=== EXERCISE ===
Exactly as they stand, set down the following records once more.

____ INFORMATION PROVIDED

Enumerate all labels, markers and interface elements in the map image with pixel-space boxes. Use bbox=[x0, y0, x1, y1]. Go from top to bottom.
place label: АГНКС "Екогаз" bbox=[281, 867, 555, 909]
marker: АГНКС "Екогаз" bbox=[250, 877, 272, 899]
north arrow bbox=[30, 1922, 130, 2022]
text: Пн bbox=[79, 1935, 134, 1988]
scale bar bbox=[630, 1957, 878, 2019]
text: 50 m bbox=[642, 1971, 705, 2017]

________

=== SOLUTION TO THIS PROBLEM ===
Enumerate all labels, markers and interface elements in the map image with pixel-space boxes. Use bbox=[x0, y0, x1, y1]. Go from top to bottom.
place label: АГНКС "Екогаз" bbox=[281, 867, 555, 909]
marker: АГНКС "Екогаз" bbox=[250, 877, 272, 899]
north arrow bbox=[30, 1922, 130, 2022]
text: Пн bbox=[79, 1935, 134, 1988]
scale bar bbox=[630, 1957, 878, 2019]
text: 50 m bbox=[642, 1971, 705, 2017]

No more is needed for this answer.